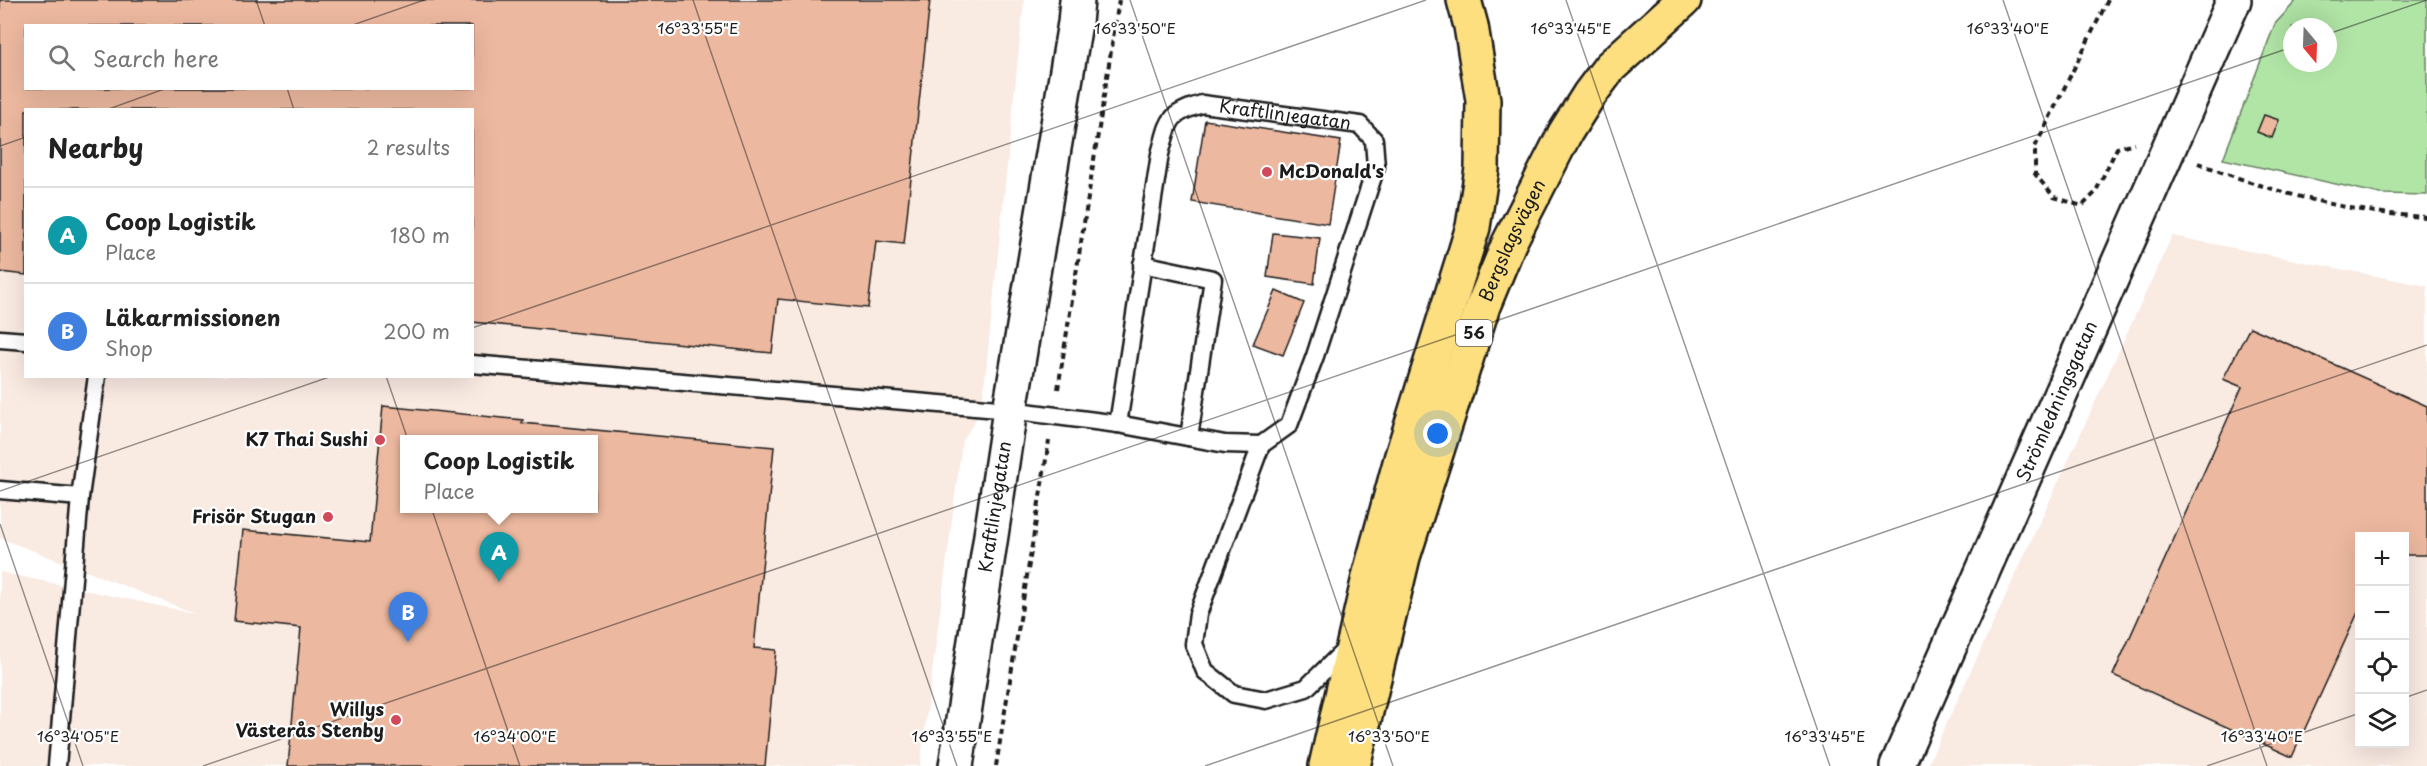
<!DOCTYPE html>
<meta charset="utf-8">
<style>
:root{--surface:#fff;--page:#f2f2f2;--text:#222;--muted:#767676;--line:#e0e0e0;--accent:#1a73e8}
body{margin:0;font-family:"Playpen Sans",sans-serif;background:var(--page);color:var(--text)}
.controls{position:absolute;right:18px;bottom:18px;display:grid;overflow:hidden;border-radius:0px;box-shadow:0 6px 24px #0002}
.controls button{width:54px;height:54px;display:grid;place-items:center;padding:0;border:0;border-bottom:2px solid var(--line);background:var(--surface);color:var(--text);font:30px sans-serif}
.compass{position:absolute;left:2283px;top:18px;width:54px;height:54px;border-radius:50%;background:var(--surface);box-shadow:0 6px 24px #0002;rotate:161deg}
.you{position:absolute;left:1438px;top:434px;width:21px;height:21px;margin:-15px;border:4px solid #fff;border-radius:50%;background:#1a73e8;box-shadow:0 0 0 9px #1a73e833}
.badge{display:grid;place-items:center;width:39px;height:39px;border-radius:50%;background:var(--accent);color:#fff;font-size:20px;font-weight:700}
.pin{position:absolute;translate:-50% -50px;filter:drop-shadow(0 2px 3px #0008)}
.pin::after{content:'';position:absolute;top:32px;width:21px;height:18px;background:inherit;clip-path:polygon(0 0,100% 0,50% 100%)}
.popup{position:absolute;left:400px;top:435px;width:198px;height:78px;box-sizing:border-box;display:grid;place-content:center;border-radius:0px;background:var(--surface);filter:drop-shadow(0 2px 4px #0005);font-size:20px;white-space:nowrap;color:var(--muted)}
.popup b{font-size:22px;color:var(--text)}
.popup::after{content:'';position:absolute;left:50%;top:100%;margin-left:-12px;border:12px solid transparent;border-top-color:var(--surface)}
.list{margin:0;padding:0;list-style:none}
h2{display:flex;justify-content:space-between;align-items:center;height:78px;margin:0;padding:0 24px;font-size:26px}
h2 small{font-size:20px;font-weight:400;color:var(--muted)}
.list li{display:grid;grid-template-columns:39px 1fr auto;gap:18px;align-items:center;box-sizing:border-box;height:96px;padding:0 24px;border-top:2px solid var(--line)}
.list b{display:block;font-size:22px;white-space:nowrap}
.list p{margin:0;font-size:20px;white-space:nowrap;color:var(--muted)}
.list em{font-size:20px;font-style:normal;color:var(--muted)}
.icon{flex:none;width:33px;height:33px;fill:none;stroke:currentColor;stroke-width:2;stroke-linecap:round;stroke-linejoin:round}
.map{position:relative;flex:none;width:2427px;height:766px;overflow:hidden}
.search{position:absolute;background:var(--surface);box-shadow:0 6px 24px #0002;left:24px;top:24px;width:450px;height:66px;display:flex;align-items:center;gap:15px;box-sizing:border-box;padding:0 21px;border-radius:0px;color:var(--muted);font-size:22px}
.panel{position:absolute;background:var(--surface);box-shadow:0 6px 24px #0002;left:24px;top:108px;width:450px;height:270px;border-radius:0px}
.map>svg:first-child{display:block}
.built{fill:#f9eae2;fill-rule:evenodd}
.green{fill:#b1e5a6;stroke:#668061;stroke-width:1.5;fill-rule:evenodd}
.building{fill:#ecb89f;stroke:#1c1c1c;stroke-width:1.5;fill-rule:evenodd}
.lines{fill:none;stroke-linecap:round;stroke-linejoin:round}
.service-casing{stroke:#1c1c1c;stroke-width:21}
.minor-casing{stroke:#1c1c1c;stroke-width:38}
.trunk-casing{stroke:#1c1c1c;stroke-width:38}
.path{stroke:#1c1c1c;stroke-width:4;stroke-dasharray:6 4.5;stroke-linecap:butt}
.service{stroke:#fff;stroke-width:16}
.minor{stroke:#fff;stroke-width:33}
.trunk{stroke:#fddf80;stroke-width:33}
.ticks{fill:none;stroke:#1c1c1c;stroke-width:1.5;stroke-opacity:0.45}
.poi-dot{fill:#d1495b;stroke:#fff;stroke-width:2}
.labels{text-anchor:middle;stroke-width:4.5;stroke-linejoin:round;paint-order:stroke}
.shield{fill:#fff;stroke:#606060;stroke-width:1.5}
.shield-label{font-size:16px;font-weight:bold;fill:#1c1c1c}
.street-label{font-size:18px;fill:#1c1c1c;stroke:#fff}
.poi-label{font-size:18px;font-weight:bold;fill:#1c1c1c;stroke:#fff;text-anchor:end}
.ticks-label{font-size:15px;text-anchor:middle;fill:#1c1c1c;stroke:#fff;stroke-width:4.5;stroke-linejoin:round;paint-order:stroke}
</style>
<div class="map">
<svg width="2427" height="766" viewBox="0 0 2427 766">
<rect width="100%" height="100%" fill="#fff"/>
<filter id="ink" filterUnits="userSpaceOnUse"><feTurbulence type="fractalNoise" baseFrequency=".0167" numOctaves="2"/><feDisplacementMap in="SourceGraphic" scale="12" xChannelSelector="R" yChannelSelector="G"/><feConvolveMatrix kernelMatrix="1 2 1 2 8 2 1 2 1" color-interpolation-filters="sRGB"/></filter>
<g filter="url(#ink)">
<g class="built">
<path d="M0,0H1024L982,409L962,442L920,766H0V572L197,614L0,538ZM26,26H472V88H26ZM26,110H472V376H26ZM404,440H594V508H404Z"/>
<path d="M2172,236L2427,286V766H1927ZM2360,536H2404V744H2360Z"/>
</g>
<path class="green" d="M2297,0H2427V195L2381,194L2223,159L2275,24ZM2292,27H2328V63H2292Z"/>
<g class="building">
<path d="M0,0H930L904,244L876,241L868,308L778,299L772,353L472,322V110H26V275L0,272ZM26,26H472V88H26Z"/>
<polygon points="2264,115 2279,120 2272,138 2257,132"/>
<polygon points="1205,120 1341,141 1328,224 1192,202"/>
<polygon points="1273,233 1320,238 1314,284 1267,277"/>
<polygon points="1276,291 1304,303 1283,355 1253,344"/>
<polygon points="2250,327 2427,406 2427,555 2404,555 2404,536 2360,536 2360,608 2292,757 2113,675 2242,387 2223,379"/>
<path d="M383,406L523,420L522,423L774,447L754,648L776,650L765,766H288L301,628L234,621L243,530L370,542ZM404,440H594V508H404Z"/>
</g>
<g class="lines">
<g class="service-casing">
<g id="service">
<polyline points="1142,264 1213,279 1189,437"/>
<polyline points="0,339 26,341"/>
<polyline points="472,364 1010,410 1118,424 1225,444 1261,445"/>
<path id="s1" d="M1118,424L1160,154C1170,120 1166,115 1202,104L1360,125L1374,140L1376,167L1315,356L1289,425L1261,445"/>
<polyline points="1261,445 1198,614 1194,644 1205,671 1234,694 1266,700 1306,688 1348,647"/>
<polyline points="0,490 80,497 97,376"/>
<polyline points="57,766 80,497"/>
</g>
</g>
<g class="minor-casing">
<g id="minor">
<path id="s2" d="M956,766L1010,410L1075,23L1077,0"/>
<path id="s3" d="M1897,766L2234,0"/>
</g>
</g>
<g class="trunk-casing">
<g id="trunk">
<polyline points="1326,766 1370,573 1401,459 1473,227 1482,169 1483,100 1471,26 1464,0"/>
<path id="s4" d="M1353,766L1403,557L1483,306L1509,243L1565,133L1589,95L1610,67L1684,0"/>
</g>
</g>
<g class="path">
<polyline points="2108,0 2035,147 2035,174 2054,197 2082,206 2095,193 2117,148 2134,143"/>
<path d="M2198,163C2271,192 2349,213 2427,217"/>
<polyline points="1058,389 1119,0"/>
<polyline points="996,766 1049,441"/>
</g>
<use href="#service" class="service"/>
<use href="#minor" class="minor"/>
<use href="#trunk" class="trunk"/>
</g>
</g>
<path class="ticks" d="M256,0L265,26M693,0L957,766M1130,0L1393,766M1566,0L1830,766M2003,0L2267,766M350,26L424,0M2328,34L2427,0M287,88L294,110M106,110L167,88M0,146L26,137M472,328L1426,0M386,376L520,766M0,491L332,376M0,524L83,766M2404,698L2427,690M203,766L2292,47M1205,766L2427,345M2207,766L2360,713"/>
<g class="poi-dot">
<circle cx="1267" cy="172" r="6"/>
<circle cx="380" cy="440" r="6"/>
<circle cx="328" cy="517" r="6"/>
<circle cx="396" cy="720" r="6"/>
</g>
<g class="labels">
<rect class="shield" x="1456" y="320" width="36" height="26" rx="4.5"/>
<g class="shield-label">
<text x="1474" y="339">56</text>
</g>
<g class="street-label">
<text dy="6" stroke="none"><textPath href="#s1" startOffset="428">Kraftlinjegatan</textPath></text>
<text dy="6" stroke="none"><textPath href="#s4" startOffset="550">Bergslagsvägen</textPath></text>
<text dy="6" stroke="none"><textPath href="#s3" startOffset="398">Strömledningsgatan</textPath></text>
<text dy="6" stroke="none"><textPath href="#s2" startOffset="262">Kraftlinjegatan</textPath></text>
</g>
<g class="poi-label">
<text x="1279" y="178" text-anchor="start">McDonald's</text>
<text x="368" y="446">K7 Thai Sushi</text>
<text x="316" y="523">Frisör Stugan</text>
<text x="384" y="716">Willys<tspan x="384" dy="21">Västerås Stenby</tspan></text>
</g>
</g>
<g class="ticks-label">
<text x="698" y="34">16°33'55"E</text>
<text x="1135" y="34">16°33'50"E</text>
<text x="1571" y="34">16°33'45"E</text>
<text x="2008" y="34">16°33'40"E</text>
<text x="78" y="742">16°34'05"E</text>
<text x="515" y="742">16°34'00"E</text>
<text x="952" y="742">16°33'55"E</text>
<text x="1389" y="742">16°33'50"E</text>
<text x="1825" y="742">16°33'45"E</text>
<text x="2262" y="742">16°33'40"E</text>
</g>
</svg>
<div class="controls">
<button>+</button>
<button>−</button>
<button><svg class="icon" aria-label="locate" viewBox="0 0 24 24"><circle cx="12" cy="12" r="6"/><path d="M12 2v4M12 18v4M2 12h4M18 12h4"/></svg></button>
<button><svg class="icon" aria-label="layers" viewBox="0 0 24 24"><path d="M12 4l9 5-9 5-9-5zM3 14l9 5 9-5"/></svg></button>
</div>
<svg class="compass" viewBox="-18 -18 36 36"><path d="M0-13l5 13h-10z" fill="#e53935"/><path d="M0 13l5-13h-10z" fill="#767676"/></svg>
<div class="you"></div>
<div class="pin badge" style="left:499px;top:582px;background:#0f9aa8">A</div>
<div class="popup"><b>Coop Logistik</b>Place</div>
<div class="pin badge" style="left:408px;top:642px;background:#3f7fe0">B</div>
<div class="search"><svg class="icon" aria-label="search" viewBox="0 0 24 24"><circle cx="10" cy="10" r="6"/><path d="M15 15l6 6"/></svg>Search here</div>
<section class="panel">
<h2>Nearby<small>2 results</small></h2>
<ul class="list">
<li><span class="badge" style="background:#0f9aa8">A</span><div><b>Coop Logistik</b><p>Place</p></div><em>180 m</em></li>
<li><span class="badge" style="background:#3f7fe0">B</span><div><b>Läkarmissionen</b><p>Shop</p></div><em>200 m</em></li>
</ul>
</section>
</div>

· · · · · · ·

== Exercise prompt ==
Work out how many lines of the listing above include "serif". Answer with the number and nothing more.

== Answer for the task ==
2